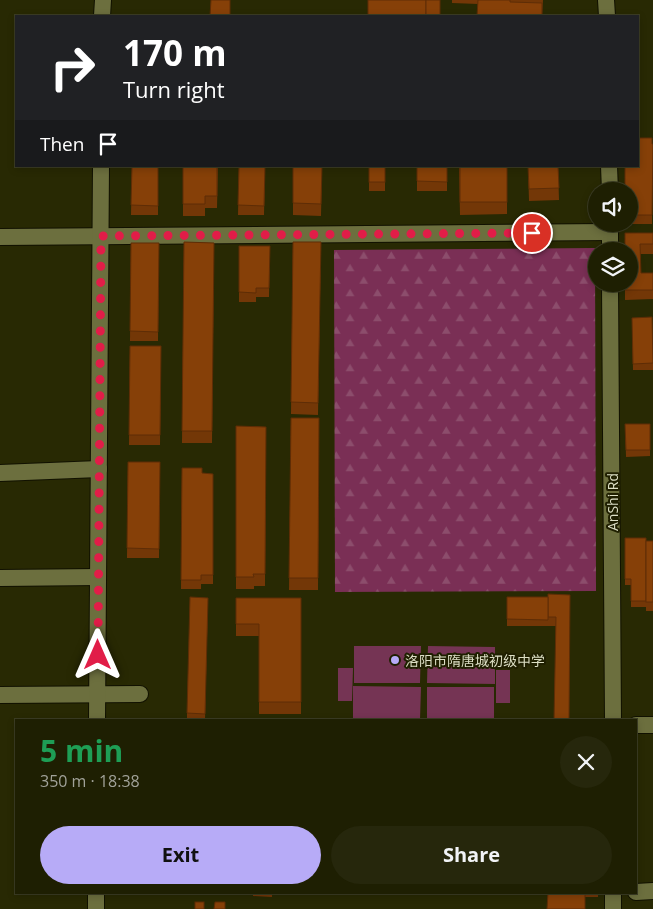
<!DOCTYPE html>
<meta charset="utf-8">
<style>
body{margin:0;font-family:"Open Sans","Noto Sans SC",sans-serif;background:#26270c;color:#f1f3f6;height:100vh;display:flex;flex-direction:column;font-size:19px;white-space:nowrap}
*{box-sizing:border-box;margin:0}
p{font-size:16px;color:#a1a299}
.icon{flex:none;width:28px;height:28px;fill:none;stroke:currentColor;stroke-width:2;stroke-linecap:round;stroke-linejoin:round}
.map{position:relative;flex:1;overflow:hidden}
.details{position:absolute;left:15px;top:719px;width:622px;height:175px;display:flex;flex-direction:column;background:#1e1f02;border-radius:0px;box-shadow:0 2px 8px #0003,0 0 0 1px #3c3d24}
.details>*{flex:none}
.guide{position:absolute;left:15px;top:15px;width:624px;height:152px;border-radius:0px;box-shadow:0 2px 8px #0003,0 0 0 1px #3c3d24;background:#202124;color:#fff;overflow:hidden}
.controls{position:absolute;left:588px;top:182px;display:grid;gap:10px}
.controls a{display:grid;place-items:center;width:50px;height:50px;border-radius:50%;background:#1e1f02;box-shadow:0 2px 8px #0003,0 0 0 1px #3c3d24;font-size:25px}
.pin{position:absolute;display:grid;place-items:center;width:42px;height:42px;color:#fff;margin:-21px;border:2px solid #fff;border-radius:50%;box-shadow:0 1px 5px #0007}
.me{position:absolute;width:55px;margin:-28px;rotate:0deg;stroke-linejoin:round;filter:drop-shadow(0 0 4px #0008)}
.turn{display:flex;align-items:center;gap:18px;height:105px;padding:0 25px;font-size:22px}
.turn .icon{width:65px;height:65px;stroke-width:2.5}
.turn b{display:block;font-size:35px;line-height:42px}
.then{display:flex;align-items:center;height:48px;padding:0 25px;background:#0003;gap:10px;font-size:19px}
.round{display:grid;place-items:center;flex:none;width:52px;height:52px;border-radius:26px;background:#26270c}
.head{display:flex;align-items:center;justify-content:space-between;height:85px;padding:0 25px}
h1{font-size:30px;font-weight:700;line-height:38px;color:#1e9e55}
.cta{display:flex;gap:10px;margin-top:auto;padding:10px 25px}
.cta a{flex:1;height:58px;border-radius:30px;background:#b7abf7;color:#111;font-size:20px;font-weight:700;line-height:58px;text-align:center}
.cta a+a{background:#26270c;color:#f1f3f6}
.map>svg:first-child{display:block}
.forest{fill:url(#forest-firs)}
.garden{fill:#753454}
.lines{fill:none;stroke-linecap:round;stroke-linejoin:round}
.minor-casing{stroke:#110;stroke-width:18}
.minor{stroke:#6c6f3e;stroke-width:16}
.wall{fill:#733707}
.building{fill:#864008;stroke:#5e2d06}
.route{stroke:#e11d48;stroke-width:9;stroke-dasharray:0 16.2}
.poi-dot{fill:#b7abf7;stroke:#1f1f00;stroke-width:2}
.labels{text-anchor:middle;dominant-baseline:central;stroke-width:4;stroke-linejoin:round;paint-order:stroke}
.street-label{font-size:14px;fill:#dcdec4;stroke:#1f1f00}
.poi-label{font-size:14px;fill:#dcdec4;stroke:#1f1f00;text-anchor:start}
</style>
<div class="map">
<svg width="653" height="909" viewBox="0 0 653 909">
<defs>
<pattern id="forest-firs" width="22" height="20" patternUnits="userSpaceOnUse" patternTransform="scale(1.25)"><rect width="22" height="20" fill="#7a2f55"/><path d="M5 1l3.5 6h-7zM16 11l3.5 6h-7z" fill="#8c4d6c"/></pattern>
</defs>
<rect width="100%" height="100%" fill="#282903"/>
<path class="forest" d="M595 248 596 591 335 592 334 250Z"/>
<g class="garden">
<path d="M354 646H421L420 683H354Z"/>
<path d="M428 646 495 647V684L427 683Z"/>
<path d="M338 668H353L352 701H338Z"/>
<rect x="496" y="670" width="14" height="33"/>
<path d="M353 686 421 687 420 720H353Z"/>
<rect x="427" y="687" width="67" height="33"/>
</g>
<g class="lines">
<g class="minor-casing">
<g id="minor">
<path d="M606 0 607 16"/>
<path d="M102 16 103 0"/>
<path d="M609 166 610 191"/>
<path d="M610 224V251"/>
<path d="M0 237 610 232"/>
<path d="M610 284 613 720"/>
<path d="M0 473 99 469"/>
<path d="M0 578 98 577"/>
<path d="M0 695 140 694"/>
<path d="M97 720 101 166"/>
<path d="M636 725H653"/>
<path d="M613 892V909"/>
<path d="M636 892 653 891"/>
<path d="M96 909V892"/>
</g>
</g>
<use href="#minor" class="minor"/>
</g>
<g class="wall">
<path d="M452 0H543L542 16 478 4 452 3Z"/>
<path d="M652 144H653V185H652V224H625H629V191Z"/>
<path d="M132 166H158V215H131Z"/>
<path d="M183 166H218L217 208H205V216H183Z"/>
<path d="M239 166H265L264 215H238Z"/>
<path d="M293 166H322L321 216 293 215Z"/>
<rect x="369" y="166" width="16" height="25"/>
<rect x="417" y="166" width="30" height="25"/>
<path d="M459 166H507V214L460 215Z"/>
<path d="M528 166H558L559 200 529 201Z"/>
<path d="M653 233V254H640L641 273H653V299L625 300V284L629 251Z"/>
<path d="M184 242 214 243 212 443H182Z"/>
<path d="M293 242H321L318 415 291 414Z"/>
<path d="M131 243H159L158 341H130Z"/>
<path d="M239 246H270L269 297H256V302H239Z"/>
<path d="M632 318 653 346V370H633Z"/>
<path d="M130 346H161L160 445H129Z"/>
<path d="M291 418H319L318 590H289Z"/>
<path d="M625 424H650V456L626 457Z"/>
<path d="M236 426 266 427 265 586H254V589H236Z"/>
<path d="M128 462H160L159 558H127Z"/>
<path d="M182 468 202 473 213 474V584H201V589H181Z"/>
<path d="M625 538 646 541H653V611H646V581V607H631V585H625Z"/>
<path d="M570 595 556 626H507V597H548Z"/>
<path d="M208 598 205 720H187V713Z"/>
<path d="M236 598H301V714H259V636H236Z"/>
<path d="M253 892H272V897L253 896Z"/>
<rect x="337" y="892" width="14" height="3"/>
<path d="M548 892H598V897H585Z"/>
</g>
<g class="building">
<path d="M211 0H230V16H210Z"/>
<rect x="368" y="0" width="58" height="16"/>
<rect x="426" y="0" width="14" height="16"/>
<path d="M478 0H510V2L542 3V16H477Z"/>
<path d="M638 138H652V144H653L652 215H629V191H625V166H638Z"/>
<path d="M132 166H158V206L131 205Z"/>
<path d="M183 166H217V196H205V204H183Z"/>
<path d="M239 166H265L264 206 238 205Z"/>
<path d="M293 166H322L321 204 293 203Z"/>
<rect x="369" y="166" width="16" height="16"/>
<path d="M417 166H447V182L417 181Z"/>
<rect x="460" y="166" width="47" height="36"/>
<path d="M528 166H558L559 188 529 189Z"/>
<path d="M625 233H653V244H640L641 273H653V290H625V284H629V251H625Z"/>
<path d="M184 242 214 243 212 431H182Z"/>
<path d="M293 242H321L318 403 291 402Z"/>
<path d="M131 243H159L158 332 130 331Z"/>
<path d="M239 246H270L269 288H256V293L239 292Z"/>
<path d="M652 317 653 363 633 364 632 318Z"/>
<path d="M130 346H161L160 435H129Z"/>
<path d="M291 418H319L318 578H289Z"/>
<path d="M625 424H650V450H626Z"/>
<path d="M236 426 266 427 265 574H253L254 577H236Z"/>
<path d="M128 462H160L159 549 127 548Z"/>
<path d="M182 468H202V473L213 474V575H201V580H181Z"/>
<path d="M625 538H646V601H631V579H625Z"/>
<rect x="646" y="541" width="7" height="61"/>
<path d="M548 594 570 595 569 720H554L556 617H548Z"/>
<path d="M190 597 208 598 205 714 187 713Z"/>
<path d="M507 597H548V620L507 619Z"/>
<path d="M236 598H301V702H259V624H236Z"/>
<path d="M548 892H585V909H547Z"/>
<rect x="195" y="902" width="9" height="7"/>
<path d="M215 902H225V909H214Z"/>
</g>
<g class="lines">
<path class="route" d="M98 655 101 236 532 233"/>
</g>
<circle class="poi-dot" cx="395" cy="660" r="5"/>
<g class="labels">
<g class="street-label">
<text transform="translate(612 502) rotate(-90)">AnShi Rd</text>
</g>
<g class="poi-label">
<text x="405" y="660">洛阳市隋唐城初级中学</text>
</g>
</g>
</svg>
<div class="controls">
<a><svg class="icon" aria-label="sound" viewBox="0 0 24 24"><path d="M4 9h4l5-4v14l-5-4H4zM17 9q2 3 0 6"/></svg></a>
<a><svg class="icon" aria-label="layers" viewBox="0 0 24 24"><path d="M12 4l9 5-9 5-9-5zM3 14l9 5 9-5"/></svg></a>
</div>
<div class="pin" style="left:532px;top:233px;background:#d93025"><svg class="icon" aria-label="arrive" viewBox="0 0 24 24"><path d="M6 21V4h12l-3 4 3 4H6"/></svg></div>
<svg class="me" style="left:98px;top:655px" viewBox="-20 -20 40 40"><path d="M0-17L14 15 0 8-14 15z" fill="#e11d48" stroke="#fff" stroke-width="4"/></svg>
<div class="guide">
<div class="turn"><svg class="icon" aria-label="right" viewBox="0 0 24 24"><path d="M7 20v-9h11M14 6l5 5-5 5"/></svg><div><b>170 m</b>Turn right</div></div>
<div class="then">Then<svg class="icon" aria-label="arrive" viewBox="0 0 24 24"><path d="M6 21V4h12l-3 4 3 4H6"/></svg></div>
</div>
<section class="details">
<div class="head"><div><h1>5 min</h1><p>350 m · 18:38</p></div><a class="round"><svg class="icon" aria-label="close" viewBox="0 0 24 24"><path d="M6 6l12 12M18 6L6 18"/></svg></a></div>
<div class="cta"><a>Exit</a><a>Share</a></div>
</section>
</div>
---
What the task asks –
Beginning at the line that holds "20v-9h11M14 6l5 5-5", copy every line through the end of the entries exactly as given, and only those lines.

The answer –
<div class="turn"><svg class="icon" aria-label="right" viewBox="0 0 24 24"><path d="M7 20v-9h11M14 6l5 5-5 5"/></svg><div><b>170 m</b>Turn right</div></div>
<div class="then">Then<svg class="icon" aria-label="arrive" viewBox="0 0 24 24"><path d="M6 21V4h12l-3 4 3 4H6"/></svg></div>
</div>
<section class="details">
<div class="head"><div><h1>5 min</h1><p>350 m · 18:38</p></div><a class="round"><svg class="icon" aria-label="close" viewBox="0 0 24 24"><path d="M6 6l12 12M18 6L6 18"/></svg></a></div>
<div class="cta"><a>Exit</a><a>Share</a></div>
</section>
</div>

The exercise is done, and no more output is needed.